What you should do
Give the lines below again exactly, starting with the line that holds "border:2px solid #111;" and going on through the line that holds "position:absolute; display:grid; place-items:center;".

Data to examine
= = = =
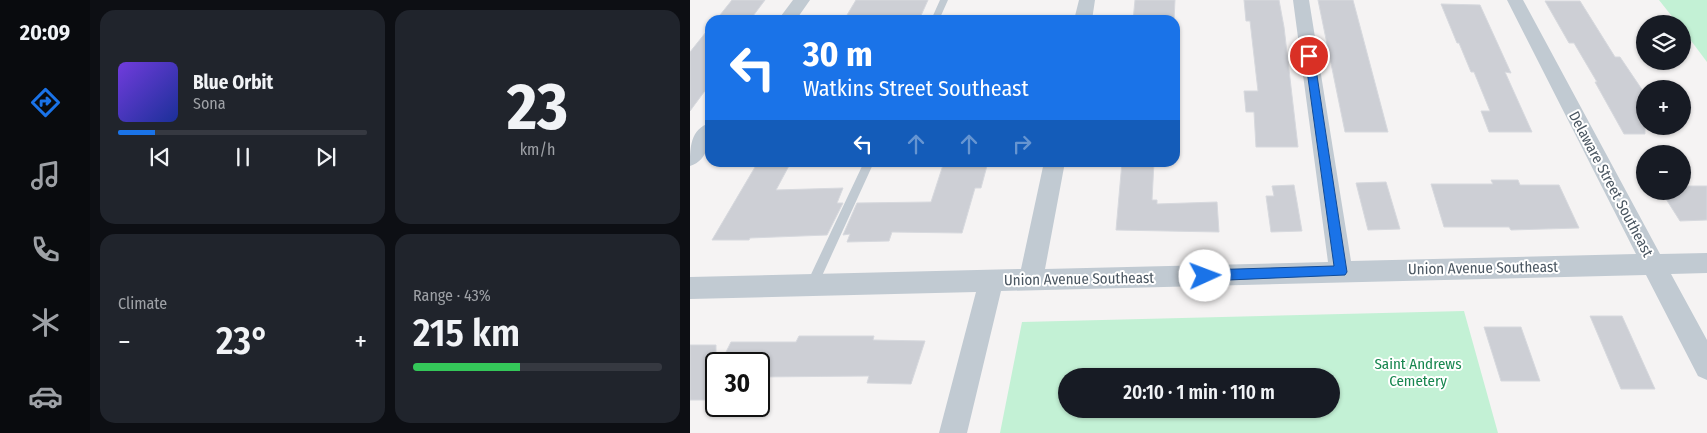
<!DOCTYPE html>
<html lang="en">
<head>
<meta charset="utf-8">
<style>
	body { margin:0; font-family:"Fira Sans Condensed",sans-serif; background:#20242c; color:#f1f3f6; height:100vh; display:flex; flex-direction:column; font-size:19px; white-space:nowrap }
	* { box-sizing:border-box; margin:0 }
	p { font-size:16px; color:#9ea1a6 }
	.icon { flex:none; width:28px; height:28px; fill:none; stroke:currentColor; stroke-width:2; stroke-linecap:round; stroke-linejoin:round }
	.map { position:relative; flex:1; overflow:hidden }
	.sheet { display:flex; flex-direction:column; gap:10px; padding:10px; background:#0d0f14; width:600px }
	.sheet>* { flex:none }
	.banner { position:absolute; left:15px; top:15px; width:475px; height:152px; border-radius:15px; box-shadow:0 1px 4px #0004; background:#1a73e8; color:#fff; overflow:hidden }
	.buttons { position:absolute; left:946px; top:15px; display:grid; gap:10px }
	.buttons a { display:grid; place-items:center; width:55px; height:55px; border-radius:50%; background:#171b24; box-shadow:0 1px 4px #0004; font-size:25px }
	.speed { position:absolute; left:15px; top:352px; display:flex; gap:10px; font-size:25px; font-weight:700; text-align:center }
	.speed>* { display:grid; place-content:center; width:65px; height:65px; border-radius:50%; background:#171b24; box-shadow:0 1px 4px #0004; line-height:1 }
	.speed .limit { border:2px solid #111; border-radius:8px; background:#fff; color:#111 }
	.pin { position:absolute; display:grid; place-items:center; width:42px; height:42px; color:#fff; margin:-21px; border:2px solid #fff; border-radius:50%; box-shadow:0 1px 5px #0007 }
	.me { position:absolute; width:55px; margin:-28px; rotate:88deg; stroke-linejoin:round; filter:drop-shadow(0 0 4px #0008) }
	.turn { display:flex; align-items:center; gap:18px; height:105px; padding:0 15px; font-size:22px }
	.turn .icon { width:65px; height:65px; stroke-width:2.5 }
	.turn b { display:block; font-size:35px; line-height:42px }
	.lanes { display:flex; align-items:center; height:48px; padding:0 15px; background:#0003; justify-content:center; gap:25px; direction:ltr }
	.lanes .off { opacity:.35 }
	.big { font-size:38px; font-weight:600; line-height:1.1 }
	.sheet .tile { flex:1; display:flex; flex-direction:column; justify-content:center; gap:8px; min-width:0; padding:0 18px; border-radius:15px; background:#20242c }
	.sheet .dial { align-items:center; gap:0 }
	.dial b { font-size:65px; line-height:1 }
	.song { display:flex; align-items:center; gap:15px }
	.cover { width:60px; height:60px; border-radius:8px; background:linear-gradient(135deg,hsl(260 70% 55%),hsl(230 70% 35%)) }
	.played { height:5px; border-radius:2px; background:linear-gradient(90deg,#1a73e8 15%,#363941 15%) }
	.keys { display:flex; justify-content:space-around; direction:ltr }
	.heat { display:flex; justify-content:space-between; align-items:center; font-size:28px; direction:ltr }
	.charge { height:8px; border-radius:4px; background:linear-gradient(90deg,#34c759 43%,#363941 0) }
	.sheet .tiles { flex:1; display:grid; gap:10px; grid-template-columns:repeat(2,1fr) }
	.trip { position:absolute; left:368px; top:368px; width:282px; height:50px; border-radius:25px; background:#171b24; box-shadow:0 1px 4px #0004; font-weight:600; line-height:50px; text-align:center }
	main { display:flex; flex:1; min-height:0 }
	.menu { display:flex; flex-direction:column; width:90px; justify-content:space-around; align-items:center; background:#090b0e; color:#9ea1a6 }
	.menu .icon { width:35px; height:35px }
	.menu .current { color:#1a73e8 }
	.menu b { font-size:22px; color:#f1f3f6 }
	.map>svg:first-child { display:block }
</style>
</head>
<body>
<main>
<nav class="menu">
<b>20:09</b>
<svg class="icon current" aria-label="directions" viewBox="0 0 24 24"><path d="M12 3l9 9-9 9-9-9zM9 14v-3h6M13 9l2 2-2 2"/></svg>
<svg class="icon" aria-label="music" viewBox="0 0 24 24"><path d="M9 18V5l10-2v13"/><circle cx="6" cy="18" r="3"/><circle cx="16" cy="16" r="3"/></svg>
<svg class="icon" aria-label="phone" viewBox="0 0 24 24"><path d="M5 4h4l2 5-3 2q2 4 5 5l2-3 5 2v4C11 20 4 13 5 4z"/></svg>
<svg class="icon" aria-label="climate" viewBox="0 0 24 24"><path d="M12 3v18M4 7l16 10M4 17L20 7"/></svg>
<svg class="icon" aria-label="car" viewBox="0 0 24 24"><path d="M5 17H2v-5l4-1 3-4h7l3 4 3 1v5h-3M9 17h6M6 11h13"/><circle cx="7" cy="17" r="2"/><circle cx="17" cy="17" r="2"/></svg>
</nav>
<section class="sheet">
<div class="tiles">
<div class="tile">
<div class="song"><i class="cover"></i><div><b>Blue Orbit</b><p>Sona</p></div></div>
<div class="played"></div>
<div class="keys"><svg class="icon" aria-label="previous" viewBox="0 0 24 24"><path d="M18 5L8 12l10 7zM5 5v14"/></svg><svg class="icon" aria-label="pause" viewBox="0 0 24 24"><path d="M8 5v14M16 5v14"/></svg><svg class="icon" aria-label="next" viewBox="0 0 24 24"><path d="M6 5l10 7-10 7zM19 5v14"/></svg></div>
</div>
<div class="tile dial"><b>23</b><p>km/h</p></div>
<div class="tile"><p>Climate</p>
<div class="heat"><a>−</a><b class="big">23°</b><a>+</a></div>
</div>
<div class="tile"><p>Range · 43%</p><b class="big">215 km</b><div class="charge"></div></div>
</div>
</section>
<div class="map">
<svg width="1017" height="433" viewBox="0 0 1017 433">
	<rect width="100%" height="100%" fill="#f5f3f3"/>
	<path fill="#c3f1d5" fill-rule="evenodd" d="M969,0H1017V62L993,30L992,24H988Z
		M774,311L808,433H310L332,322ZM376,376H641V409H376Z"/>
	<path fill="#cdcfd5" stroke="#d7d9de" d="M42,0H75L60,20H26Z
		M166,0H238L229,20H154Z
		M445,0H485L484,20H443Z
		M554,0H589L594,27L608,147H566L564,112H556L554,91H568L560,21H556Z
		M628,0H663L698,132H655Z
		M855,1H890L925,57H930L955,94V134H934L905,82H907L884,43H879Z
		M751,4L790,5L821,73L815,72L842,132H799L791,111H800L784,72H781L769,43H767Z
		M20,27V84L0,111V52Z
		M68,162H101L86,190L153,188L147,203H153L137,235L60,238L59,240H22Z
		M254,162H298L291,188H285L272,233L202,232L199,241L157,242L160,234L153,235L167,203L241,202Z
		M432,162H464L462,200H467V204L527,202L529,232L426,230Z
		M801,180H828L830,185H869L889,228L821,230L819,227H754L741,184H803Z
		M696,182L710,229L678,230L666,183Z
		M604,185L612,231L581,232L576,196H584L582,186Z
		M992,186H1017V220L990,221L971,191H992Z
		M900,316H932L965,389H931Z
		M794,327H831L850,381H811Z
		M109,336H184L183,340L235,341L221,384L177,383L179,376L69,377V364H30L41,342H106Z
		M0,345H26V400H0Z"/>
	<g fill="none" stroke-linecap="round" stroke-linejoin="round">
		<path fill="#c1cad2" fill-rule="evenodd" d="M250,0H258L249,20H241Z
			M174,162H184L126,289L122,290L118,289L116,285Z"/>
		<path fill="#c1cad2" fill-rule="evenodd" d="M103,0H120L106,20H88Z
			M389,0H405L402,20H384Z
			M603,0H619L661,261L946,254L817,0H833L970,254L1017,253V273L981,274L1017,340V380L1008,376L956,275L311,291L277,433H249L286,292L0,299V277L331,269L354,162H375L355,269L638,262Z
			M20,123C20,140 19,160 0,166C0,148 0,129 20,123Z"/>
	</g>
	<path fill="#1a73e8" stroke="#114b97" d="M619,53L624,56L657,272L655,275L515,281L511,279L509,276L511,272L515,270L644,266L615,56Z"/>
	<g text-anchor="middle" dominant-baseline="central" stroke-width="4" stroke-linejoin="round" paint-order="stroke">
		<g font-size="15" fill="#4a5661" stroke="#fff">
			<text transform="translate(921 184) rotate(62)">Delaware Street Southeast</text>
			<text transform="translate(793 268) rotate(-1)">Union Avenue Southeast</text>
			<text transform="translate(389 279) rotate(-1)">Union Avenue Southeast</text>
		</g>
		<g font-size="15" fill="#17864f" stroke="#fff">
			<text x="728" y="364">Saint Andrews<tspan x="728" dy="17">Cemetery</tspan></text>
		</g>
	</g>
</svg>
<div class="buttons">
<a><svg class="icon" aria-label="layers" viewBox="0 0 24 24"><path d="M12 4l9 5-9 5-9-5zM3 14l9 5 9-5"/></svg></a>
<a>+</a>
<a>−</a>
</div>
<div class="speed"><div class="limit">30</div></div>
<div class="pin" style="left:619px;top:56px;background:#d93025"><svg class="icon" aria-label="arrive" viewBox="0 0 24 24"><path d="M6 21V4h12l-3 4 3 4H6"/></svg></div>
<svg class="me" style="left:515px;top:276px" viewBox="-20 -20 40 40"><circle r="19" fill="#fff"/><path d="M0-13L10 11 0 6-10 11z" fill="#1a73e8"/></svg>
<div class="trip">20:10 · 1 min · 110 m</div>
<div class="banner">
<div class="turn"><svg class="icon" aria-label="left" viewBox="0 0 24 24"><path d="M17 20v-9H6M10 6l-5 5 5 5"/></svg><div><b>30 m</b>Watkins Street Southeast</div></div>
<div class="lanes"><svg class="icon" aria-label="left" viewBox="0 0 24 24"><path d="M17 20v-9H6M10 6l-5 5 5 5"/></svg><svg class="icon off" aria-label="ahead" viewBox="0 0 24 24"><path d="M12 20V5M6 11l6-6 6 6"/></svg><svg class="icon off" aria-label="ahead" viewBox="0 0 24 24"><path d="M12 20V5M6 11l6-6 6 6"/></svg><svg class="icon off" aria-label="right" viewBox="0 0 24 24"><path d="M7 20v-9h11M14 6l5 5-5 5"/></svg></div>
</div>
</div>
</main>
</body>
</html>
= = = =
Completed exercise
	.speed .limit { border:2px solid #111; border-radius:8px; background:#fff; color:#111 }
	.pin { position:absolute; display:grid; place-items:center; width:42px; height:42px; color:#fff; margin:-21px; border:2px solid #fff; border-radius:50%; box-shadow:0 1px 5px #0007 }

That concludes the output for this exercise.